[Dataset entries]

---+---

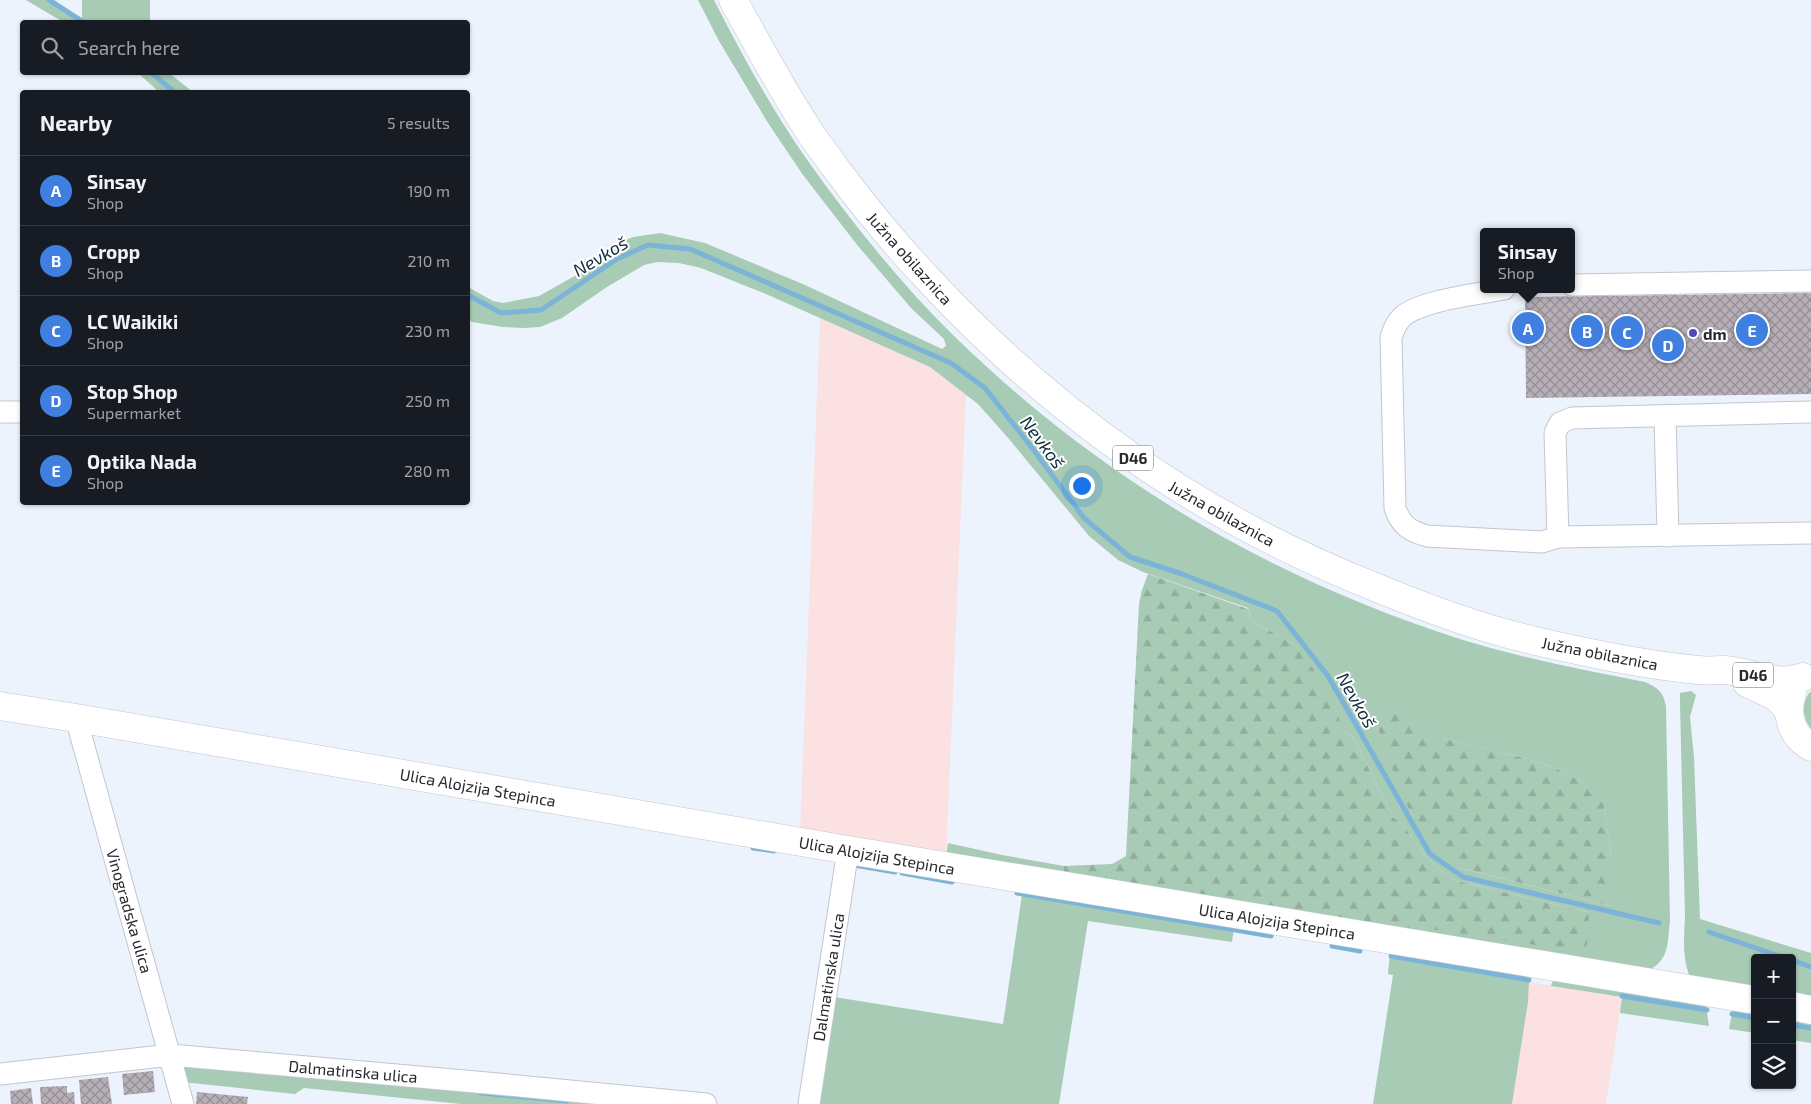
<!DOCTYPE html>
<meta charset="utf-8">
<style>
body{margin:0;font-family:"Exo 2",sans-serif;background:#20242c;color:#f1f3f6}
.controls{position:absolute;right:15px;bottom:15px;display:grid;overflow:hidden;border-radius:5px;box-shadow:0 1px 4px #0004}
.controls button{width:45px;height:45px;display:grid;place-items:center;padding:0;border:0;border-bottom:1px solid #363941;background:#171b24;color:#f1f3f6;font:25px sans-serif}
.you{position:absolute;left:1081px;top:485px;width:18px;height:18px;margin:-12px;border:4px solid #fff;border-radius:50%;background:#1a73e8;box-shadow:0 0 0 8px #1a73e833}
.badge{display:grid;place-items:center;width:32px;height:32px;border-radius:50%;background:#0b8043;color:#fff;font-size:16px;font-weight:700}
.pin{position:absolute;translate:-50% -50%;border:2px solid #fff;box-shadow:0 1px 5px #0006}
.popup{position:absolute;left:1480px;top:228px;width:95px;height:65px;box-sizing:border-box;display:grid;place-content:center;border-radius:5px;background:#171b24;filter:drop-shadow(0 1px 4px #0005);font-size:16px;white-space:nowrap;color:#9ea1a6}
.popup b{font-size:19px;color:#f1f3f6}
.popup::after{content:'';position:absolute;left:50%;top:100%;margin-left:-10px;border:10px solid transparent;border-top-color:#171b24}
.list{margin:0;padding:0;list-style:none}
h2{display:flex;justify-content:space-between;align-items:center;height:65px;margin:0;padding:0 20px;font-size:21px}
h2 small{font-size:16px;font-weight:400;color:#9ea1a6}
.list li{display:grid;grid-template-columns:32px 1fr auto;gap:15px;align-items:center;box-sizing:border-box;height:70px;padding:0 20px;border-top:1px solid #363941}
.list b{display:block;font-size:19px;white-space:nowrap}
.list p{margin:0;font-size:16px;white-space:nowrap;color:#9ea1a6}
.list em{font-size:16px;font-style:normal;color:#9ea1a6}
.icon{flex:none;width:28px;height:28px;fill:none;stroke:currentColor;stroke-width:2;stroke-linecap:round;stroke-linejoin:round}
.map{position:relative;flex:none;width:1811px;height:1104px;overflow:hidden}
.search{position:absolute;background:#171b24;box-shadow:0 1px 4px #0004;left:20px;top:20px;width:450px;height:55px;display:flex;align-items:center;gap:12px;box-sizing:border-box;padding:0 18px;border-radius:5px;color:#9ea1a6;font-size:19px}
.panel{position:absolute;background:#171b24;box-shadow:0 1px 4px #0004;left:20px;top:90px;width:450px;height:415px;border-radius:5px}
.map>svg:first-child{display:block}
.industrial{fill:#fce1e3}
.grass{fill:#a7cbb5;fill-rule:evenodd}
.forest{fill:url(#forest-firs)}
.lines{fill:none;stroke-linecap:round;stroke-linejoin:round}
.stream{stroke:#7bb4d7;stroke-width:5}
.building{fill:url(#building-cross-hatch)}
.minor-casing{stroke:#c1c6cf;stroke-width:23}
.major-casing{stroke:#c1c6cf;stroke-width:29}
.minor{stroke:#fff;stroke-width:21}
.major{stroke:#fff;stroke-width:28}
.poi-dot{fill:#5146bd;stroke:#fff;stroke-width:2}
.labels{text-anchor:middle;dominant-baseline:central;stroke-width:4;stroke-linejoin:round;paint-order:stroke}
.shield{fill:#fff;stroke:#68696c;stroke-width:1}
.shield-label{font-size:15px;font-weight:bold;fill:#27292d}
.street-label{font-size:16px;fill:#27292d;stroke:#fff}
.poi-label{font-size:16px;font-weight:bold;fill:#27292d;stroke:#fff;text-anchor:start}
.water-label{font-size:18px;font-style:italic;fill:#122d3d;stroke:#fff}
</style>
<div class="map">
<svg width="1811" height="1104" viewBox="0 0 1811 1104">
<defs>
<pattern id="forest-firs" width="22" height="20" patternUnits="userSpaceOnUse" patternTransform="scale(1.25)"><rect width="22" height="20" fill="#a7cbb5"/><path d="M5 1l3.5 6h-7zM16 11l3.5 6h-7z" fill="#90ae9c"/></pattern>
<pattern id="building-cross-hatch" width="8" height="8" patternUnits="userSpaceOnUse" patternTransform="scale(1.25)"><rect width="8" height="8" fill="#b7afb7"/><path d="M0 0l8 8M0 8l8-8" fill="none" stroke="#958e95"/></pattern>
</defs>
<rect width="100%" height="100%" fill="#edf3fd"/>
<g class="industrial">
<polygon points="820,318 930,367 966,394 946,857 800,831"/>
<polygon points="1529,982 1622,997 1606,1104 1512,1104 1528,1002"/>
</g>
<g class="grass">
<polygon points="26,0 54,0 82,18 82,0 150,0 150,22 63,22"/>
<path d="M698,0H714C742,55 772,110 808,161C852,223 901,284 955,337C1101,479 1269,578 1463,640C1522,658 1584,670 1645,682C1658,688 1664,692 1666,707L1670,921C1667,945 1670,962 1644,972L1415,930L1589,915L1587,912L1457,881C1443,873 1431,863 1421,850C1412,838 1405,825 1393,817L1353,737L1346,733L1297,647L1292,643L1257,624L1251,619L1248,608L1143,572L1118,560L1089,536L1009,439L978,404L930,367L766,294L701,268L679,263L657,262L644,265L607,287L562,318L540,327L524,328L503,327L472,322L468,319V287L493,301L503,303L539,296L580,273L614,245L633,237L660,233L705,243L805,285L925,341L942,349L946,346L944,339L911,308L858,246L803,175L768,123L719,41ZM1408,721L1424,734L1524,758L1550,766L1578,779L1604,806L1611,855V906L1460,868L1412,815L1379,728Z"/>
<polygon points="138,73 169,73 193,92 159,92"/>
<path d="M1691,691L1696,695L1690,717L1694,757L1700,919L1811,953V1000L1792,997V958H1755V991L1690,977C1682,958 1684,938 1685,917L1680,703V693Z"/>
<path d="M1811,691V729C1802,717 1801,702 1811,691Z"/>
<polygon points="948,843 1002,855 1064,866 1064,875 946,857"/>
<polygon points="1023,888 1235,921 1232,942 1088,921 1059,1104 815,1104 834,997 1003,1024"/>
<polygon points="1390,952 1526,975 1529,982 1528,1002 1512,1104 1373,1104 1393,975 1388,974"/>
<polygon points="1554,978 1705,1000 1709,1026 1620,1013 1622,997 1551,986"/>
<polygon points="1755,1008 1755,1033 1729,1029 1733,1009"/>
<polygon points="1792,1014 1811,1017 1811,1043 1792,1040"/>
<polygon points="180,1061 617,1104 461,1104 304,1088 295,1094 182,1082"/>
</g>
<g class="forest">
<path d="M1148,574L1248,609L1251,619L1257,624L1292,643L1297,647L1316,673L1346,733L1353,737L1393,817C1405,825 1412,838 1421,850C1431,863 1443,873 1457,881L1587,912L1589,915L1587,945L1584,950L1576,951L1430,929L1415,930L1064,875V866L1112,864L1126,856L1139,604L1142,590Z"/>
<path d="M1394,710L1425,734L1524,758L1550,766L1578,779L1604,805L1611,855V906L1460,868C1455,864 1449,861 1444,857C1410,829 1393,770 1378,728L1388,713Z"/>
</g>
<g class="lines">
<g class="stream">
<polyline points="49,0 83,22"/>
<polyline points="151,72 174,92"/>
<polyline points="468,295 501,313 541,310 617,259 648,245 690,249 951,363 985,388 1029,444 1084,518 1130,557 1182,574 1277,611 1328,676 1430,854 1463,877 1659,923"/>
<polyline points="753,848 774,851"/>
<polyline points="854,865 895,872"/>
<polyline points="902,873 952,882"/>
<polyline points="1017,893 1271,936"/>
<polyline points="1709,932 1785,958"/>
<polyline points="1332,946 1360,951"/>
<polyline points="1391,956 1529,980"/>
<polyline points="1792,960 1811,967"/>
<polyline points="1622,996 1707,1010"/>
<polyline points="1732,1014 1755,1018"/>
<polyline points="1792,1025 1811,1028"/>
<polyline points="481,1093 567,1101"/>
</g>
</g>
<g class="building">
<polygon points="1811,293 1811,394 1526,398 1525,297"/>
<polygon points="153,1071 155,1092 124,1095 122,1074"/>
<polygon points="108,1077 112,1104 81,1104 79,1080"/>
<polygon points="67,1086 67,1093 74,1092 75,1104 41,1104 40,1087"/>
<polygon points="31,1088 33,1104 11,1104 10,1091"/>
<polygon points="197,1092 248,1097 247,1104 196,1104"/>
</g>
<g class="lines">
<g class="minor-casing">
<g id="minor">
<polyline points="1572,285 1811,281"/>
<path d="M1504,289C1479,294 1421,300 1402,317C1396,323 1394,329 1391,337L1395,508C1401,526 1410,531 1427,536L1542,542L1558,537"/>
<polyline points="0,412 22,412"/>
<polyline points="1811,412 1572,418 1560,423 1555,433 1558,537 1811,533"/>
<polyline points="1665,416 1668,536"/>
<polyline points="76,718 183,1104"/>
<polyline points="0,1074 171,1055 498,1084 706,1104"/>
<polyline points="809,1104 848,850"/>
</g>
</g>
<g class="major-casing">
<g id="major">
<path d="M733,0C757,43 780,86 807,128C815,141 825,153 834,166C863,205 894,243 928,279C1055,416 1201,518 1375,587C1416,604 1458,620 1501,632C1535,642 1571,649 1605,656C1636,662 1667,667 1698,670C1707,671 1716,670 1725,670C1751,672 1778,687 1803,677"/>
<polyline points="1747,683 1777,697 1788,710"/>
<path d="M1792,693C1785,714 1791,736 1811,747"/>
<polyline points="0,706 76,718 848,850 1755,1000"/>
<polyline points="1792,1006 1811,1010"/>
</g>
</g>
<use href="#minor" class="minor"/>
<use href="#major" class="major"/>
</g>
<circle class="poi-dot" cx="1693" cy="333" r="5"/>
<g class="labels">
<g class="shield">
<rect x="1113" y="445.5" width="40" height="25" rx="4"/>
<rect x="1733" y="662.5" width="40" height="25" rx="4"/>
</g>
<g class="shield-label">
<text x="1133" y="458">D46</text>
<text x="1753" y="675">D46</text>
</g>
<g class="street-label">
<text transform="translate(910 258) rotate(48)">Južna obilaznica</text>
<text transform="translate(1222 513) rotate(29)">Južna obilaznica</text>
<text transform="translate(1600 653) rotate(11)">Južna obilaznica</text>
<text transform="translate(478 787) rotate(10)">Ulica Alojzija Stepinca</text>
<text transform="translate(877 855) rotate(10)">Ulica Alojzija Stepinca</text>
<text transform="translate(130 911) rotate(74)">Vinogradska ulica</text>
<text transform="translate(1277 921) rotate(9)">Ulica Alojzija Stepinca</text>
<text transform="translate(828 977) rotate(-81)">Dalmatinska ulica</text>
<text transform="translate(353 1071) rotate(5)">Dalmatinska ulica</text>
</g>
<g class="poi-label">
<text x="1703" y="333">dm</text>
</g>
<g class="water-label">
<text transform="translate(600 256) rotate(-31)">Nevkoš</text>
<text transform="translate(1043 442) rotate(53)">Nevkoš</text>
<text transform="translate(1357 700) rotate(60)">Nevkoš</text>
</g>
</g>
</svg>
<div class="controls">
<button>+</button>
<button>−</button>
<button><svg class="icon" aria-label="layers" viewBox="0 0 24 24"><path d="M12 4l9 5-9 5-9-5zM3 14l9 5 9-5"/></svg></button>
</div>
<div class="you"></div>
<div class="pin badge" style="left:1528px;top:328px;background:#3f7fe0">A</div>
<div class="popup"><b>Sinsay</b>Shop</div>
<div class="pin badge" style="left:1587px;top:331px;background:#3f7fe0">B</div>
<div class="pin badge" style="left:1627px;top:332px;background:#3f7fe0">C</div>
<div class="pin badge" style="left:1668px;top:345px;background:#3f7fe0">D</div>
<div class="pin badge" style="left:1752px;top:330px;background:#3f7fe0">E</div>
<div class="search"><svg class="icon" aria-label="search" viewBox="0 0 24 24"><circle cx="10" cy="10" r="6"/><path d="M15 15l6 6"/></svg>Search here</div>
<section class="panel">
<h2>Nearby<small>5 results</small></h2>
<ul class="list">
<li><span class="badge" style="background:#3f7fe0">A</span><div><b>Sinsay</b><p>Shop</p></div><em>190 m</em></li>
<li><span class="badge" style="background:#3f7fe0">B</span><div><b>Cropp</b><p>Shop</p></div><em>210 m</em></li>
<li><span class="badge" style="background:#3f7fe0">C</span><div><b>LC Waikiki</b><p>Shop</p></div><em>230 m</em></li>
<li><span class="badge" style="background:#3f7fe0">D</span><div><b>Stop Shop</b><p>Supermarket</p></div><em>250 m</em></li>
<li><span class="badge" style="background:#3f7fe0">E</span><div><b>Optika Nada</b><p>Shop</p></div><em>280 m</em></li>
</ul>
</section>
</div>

---+---

* Task item *
Find the word "bottom" in the entries. Copy each line that holds it.

* Answer *
.controls{position:absolute;right:15px;bottom:15px;display:grid;overflow:hidden;border-radius:5px;box-shadow:0 1px 4px #0004}
.controls button{width:45px;height:45px;display:grid;place-items:center;padding:0;border:0;border-bottom:1px solid #363941;background:#171b24;color:#f1f3f6;font:25px sans-serif}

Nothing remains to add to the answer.